- **Records for the exercise**:
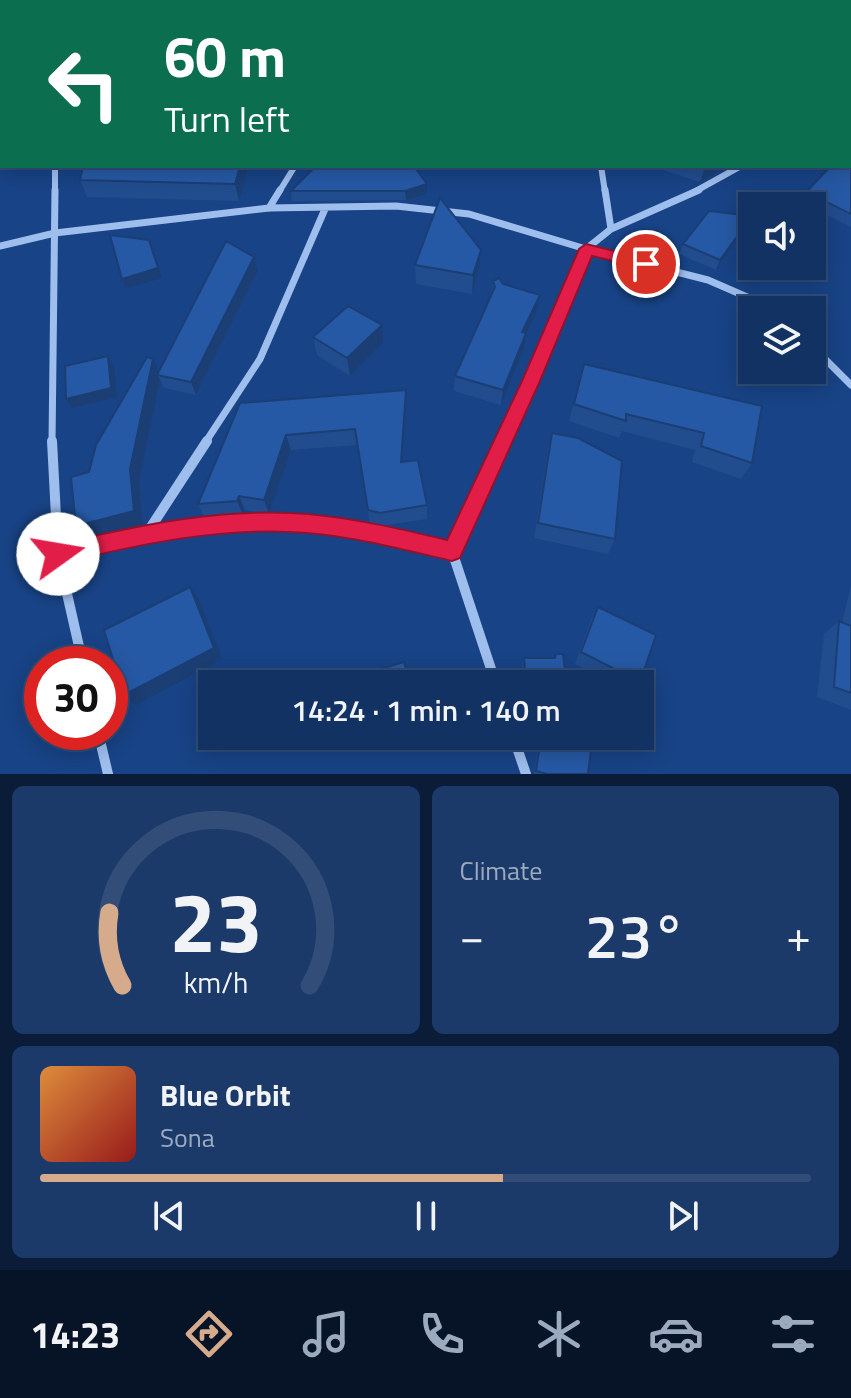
<!DOCTYPE html>
<html lang="en">
<head>
<meta charset="utf-8">
<style>
  :root { --surface:#123264; --page:#1b3a6a; --text:#f1f3f6; --muted:#9caabf; --line:#314d78; --accent:#d6ab8b }
  body { margin:0; font-family:"Titillium Web",sans-serif; background:var(--page); color:var(--text); height:100vh; display:flex; flex-direction:column; font-size:30px; white-space:nowrap }
  * { box-sizing:border-box; margin:0 }
  p { font-size:26px; color:var(--muted) }
  .icon { flex:none; width:44px; height:44px; fill:none; stroke:currentColor; stroke-width:2; stroke-linecap:round; stroke-linejoin:round }
  .map { position:relative; height:774px; overflow:hidden }
  .panel { display:flex; flex-direction:column; gap:12px; padding:12px; background:#0a1c37; flex:1 }
  .panel>* { flex:none }
  .hud { position:absolute; left:0px; top:0px; width:852px; height:168px; box-shadow:0 4px 20px #0003,0 0 0 2px var(--line); background:#0b6e4f; color:#fff; overflow:hidden }
  .tools { position:absolute; left:738px; top:192px; display:grid; gap:16px }
  .tools a { display:grid; place-items:center; width:88px; height:88px; border-radius:0px; background:var(--surface); box-shadow:0 4px 20px #0003,0 0 0 2px var(--line); font-size:40px }
  .speed { position:absolute; left:24px; top:646px; display:flex; gap:16px; font-size:40px; font-weight:700; text-align:center }
  .speed>* { display:grid; place-content:center; width:104px; height:104px; border-radius:50%; background:var(--surface); box-shadow:0 4px 20px #0003,0 0 0 2px var(--line); line-height:1 }
  .speed .limit { border:12px solid #d22; background:#fff; color:#111 }
  .pin { position:absolute; display:grid; place-items:center; width:68px; height:68px; color:#fff; margin:-34px; border:4px solid #fff; border-radius:50%; box-shadow:0 2px 8px #0007 }
  .me { position:absolute; width:88px; margin:-44px; rotate:77deg; stroke-linejoin:round; filter:drop-shadow(0 0 6px #0008) }
  .turn { display:flex; align-items:center; gap:28px; height:168px; padding:0 32px; font-size:36px }
  .turn .icon { width:104px; height:104px; stroke-width:2.5 }
  .turn b { display:block; font-size:56px; line-height:68px }
  .big { font-size:60px; font-weight:600; line-height:1.1 }
  .panel .widget { flex:1; display:flex; flex-direction:column; justify-content:center; gap:12px; min-width:0; padding:0 28px; border-radius:12px; background:var(--page) }
  .panel .dial { align-items:center; gap:0 }
  .dial svg { height:208px; overflow:visible; fill:none; stroke:var(--line); stroke-width:7; stroke-linecap:round; text-anchor:middle }
  .dial text { fill:var(--text); stroke:none }
  .song { display:flex; align-items:center; gap:24px }
  .cover { width:96px; height:96px; border-radius:12px; background:linear-gradient(135deg,hsl(30 70% 55%),hsl(0 70% 35%)) }
  .played { height:8px; border-radius:4px; background:linear-gradient(90deg,var(--accent) 60%,var(--line) 60%) }
  .keys { display:flex; justify-content:space-around; direction:ltr }
  .heat { display:flex; justify-content:space-between; align-items:center; font-size:44px; direction:ltr }
  .panel .tiles { flex:1; display:grid; gap:12px; grid-template-columns:1fr 1fr }
  .widget:last-child { grid-column:span 2 }
  .trip { position:absolute; left:198px; top:670px; width:456px; height:80px; border-radius:0px; background:var(--surface); box-shadow:0 4px 20px #0003,0 0 0 2px var(--line); font-weight:600; line-height:80px; text-align:center }
  .dock { display:flex; height:128px; justify-content:space-around; align-items:center; background:#071428; color:var(--muted) }
  .dock .icon { width:56px; height:56px }
  .dock .active { color:var(--accent) }
  .dock b { font-size:36px; color:var(--text) }
  .map>svg:first-child { display:block }
  .lines { fill:none; stroke-linecap:round; stroke-linejoin:round }
  .street-far2 { stroke:#9ebeed; stroke-width:6 }
  .street-far1 { stroke:#9ebeed; stroke-width:7 }
  .street { stroke:#9ebeed; stroke-width:10 }
  .wall { fill:#214d8e }
  .shaded-wall { fill:#1b3e74 }
  .building { fill:#2659a5; stroke:#1b3e74; stroke-width:2 }
  .route { fill:#e11d48; stroke:#92132f; stroke-width:2 }
</style>
</head>
<body>
<div class="map">
<svg width="851" height="774" viewBox="0 0 851 774">
  <rect width="100%" height="100%" fill="#184386"/>
  <g class="lines">
    <path class="street-far2" d="M 747,0 L 750,2
      M 185,2 L 193,0
      M 601,166 L 605,192
      M 55,192 L 55,166
      M 279,192 L 295,166
      M 694,192 L 741,166"/>
    <path class="street-far1" d="M 269,208 L 280,190
      M 611,229 L 699,190
      M 0,246 L 55,233 L 269,208 L 396,206 L 469,214 L 586,249 L 502,443
      M 586,249 L 708,280 L 777,310
      M 586,249 L 611,229 L 605,190
      M 812,346 L 851,385
      M 52,443 L 55,190
      M 205,443 L 260,359 L 325,209"/>
    <path class="street" d="M 52,441 L 58,554 L 83,664
      M 147,533 L 207,441
      M 58,554 C 140,535 223,517 307,523 C 356,527 404,540 452,551
      M 496,684 L 452,551 L 503,441
      M 98,732 L 108,774
      M 513,736 L 526,774"/>
  </g>
  <path class="wall" d="M 851,148 L 851,227 L 812,208 L 812,206 L 809,206 L 801,202 L 806,192 Z
    M 83,166 L 249,166 L 239,201 L 87,197 L 80,180 Z
    M 651,166 L 720,166 L 715,173 L 700,182 Z
    M 427,184 L 427,194 L 406,200 L 292,201 L 291,191 Z
    M 752,216 L 747,226 L 716,270 L 679,254 L 683,244 Z
    M 415,265 L 479,268 L 472,294 L 416,284 Z
    M 258,271 L 196,395 L 164,388 L 160,380 L 139,483 L 143,525 L 87,539 L 159,372 Z
    M 493,281 L 540,295 L 537,311 L 526,335 L 524,348 L 501,405 L 454,391 L 455,376 L 492,293 Z
    M 313,337 L 383,343 L 350,376 L 317,355 Z
    M 584,364 L 762,406 L 752,463 L 741,479 L 692,462 L 695,450 L 622,431 L 619,438 L 569,421 Z
    M 240,403 L 406,406 L 402,462 L 427,505 L 427,519 L 381,526 L 370,524 L 357,445 L 291,450 L 269,514 L 245,510 L 243,515 L 205,518 L 198,504 Z
    M 552,433 L 615,539 L 608,554 L 534,538 L 548,450 Z
    M 851,585 L 851,710 L 817,697 L 824,634 L 839,621 L 842,622 Z
    M 598,607 L 640,682 L 639,684 L 615,684 L 575,664 L 591,620 Z
    M 556,654 L 567,684 L 524,684 L 522,664 L 524,658 L 554,658 Z
    M 539,736 L 573,736 L 574,744 L 588,774 L 534,774 Z"/>
  <path class="shaded-wall" d="M 240,166 L 249,166 L 239,201 L 235,184 Z
    M 709,166 L 720,166 L 715,173 L 700,182 L 705,168 Z
    M 427,184 L 427,194 L 406,200 L 405,191 Z
    M 752,216 L 747,226 L 716,270 L 720,260 Z
    M 149,240 L 162,278 L 126,288 L 122,279 Z
    M 481,250 L 479,268 L 472,294 L 473,275 Z
    M 254,257 L 258,271 L 196,395 L 191,382 Z
    M 540,295 L 537,311 L 526,335 L 524,348 L 501,405 L 503,390 L 522,332 Z
    M 382,325 L 383,343 L 350,376 L 347,358 Z
    M 108,356 L 114,365 L 117,397 L 72,408 L 66,399 Z
    M 153,359 L 160,375 L 157,375 L 160,380 L 139,483 L 143,525 L 87,539 L 76,526 L 130,469 Z
    M 406,390 L 406,406 L 401,477 L 401,462 Z
    M 286,435 L 291,450 L 269,514 L 264,500 Z
    M 239,496 L 245,510 L 243,515 L 237,501 Z
    M 190,587 L 199,600 L 222,659 L 136,705 L 124,695 Z
    M 377,736 L 392,736 L 372,742 L 371,738 Z"/>
  <path class="building" d="M 318,0 L 464,0 L 464,2 L 317,2 Z
    M 521,0 L 567,0 L 565,2 L 518,2 Z
    M 596,0 L 718,0 L 720,2 L 595,2 Z
    M 850,148 L 851,148 L 851,214 L 806,192 L 831,166 L 850,166 Z
    M 83,166 L 240,166 L 235,184 L 80,180 Z
    M 316,166 L 414,166 L 427,184 L 405,191 L 291,191 Z
    M 440,198 L 481,250 L 473,275 L 415,265 Z
    M 709,211 L 752,216 L 720,260 L 683,244 Z
    M 110,235 L 149,240 L 158,268 L 122,279 Z
    M 226,241 L 254,257 L 191,382 L 157,375 Z
    M 499,278 L 503,284 L 540,295 L 522,332 L 526,333 L 503,390 L 455,376 L 495,287 L 493,281 Z
    M 348,306 L 382,325 L 347,358 L 313,337 Z
    M 108,356 L 111,388 L 66,399 L 65,366 Z
    M 147,357 L 153,359 L 130,469 L 134,511 L 76,526 L 71,477 L 89,472 L 96,445 Z
    M 584,364 L 762,406 L 752,463 L 701,446 L 704,433 L 626,414 L 626,421 L 574,404 Z
    M 406,390 L 401,462 L 418,460 L 427,505 L 380,513 L 368,510 L 355,429 L 286,435 L 264,500 L 239,496 L 237,501 L 198,504 L 240,403 Z
    M 552,433 L 578,438 L 622,461 L 615,539 L 538,523 Z
    M 190,587 L 214,648 L 124,695 L 104,630 Z
    M 598,607 L 656,635 L 640,682 L 581,652 Z
    M 839,621 L 851,626 L 851,693 L 834,687 Z
    M 556,654 L 563,654 L 567,684 L 526,684 L 524,658 L 555,658 Z
    M 404,662 L 410,684 L 359,684 L 357,676 Z
    M 541,736 L 573,736 L 574,744 L 591,749 L 588,774 L 547,774 L 536,771 Z"/>
  <path class="route" d="M 586,244 L 651,260 L 654,264 L 646,269 L 592,256 L 540,381 L 460,558 L 452,561 C 405,550 356,537 307,533 C 223,526 140,544 58,564 L 50,561 L 47,554 L 50,547 L 58,544 C 140,525 223,507 308,514 C 354,518 401,529 447,540 L 522,381 L 579,249 Z"/>
</svg>
<div class="tools">
<a><svg class="icon" aria-label="sound" viewBox="0 0 24 24"><path d="M4 9h4l5-4v14l-5-4H4zM17 9q2 3 0 6"/></svg></a>
<a><svg class="icon" aria-label="layers" viewBox="0 0 24 24"><path d="M12 4l9 5-9 5-9-5zM3 14l9 5 9-5"/></svg></a>
</div>
<div class="speed"><div class="limit">30</div></div>
<div class="pin" style="left:646px;top:264px;background:#d93025"><svg class="icon" aria-label="arrive" viewBox="0 0 24 24"><path d="M6 21V4h12l-3 4 3 4H6"/></svg></div>
<svg class="me" style="left:58px;top:554px" viewBox="-20 -20 40 40"><circle r="19" fill="#fff"/><path d="M0-13L10 11 0 6-10 11z" fill="#e11d48"/></svg>
<div class="trip">14:24 · 1 min · 140 m</div>
<div class="hud">
<div class="turn"><svg class="icon" aria-label="left" viewBox="0 0 24 24"><path d="M17 20v-9H6M10 6l-5 5 5 5"/></svg><div><b>60 m</b>Turn left</div></div>
</div>
</div>
<section class="panel">
<div class="tiles">
<div class="widget dial"><svg viewBox="0 0 100 80">
<path d="M14 69A42 42 0 1 1 86 69"/>
<path d="M14 69A42 42 0 0 1 9 41" stroke="#d6ab8b"/>
<text x="50" y="56" font-size="32" font-weight="700">23</text>
<text x="50" y="72" font-size="11">km/h</text>
</svg></div>
<div class="widget"><p>Climate</p>
<div class="heat"><a>−</a><b class="big">23°</b><a>+</a></div>
</div>
<div class="widget">
<div class="song"><i class="cover"></i><div><b>Blue Orbit</b><p>Sona</p></div></div>
<div class="played"></div>
<div class="keys"><svg class="icon" aria-label="previous" viewBox="0 0 24 24"><path d="M18 5L8 12l10 7zM5 5v14"/></svg><svg class="icon" aria-label="pause" viewBox="0 0 24 24"><path d="M8 5v14M16 5v14"/></svg><svg class="icon" aria-label="next" viewBox="0 0 24 24"><path d="M6 5l10 7-10 7zM19 5v14"/></svg></div>
</div>
</div>
</section>
<nav class="dock">
<b>14:23</b>
<svg class="icon active" aria-label="directions" viewBox="0 0 24 24"><path d="M12 3l9 9-9 9-9-9zM9 14v-3h6M13 9l2 2-2 2"/></svg>
<svg class="icon" aria-label="music" viewBox="0 0 24 24"><path d="M9 18V5l10-2v13"/><circle cx="6" cy="18" r="3"/><circle cx="16" cy="16" r="3"/></svg>
<svg class="icon" aria-label="phone" viewBox="0 0 24 24"><path d="M5 4h4l2 5-3 2q2 4 5 5l2-3 5 2v4C11 20 4 13 5 4z"/></svg>
<svg class="icon" aria-label="climate" viewBox="0 0 24 24"><path d="M12 3v18M4 7l16 10M4 17L20 7"/></svg>
<svg class="icon" aria-label="car" viewBox="0 0 24 24"><path d="M5 17H2v-5l4-1 3-4h7l3 4 3 1v5h-3M9 17h6M6 11h13"/><circle cx="7" cy="17" r="2"/><circle cx="17" cy="17" r="2"/></svg>
<svg class="icon" aria-label="filters" viewBox="0 0 24 24"><path d="M4 7h16M4 17h16"/><circle cx="9" cy="7" r="2"/><circle cx="15" cy="17" r="2"/></svg>
</nav>
</body>
</html>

- **What to do**:
When a line above includes the word "grid", please list that line.

- **Written answer**:
  .tools { position:absolute; left:738px; top:192px; display:grid; gap:16px }
  .tools a { display:grid; place-items:center; width:88px; height:88px; border-radius:0px; background:var(--surface); box-shadow:0 4px 20px #0003,0 0 0 2px var(--line); font-size:40px }
  .speed>* { display:grid; place-content:center; width:104px; height:104px; border-radius:50%; background:var(--surface); box-shadow:0 4px 20px #0003,0 0 0 2px var(--line); line-height:1 }
  .pin { position:absolute; display:grid; place-items:center; width:68px; height:68px; color:#fff; margin:-34px; border:4px solid #fff; border-radius:50%; box-shadow:0 2px 8px #0007 }
  .panel .tiles { flex:1; display:grid; gap:12px; grid-template-columns:1fr 1fr }
  .widget:last-child { grid-column:span 2 }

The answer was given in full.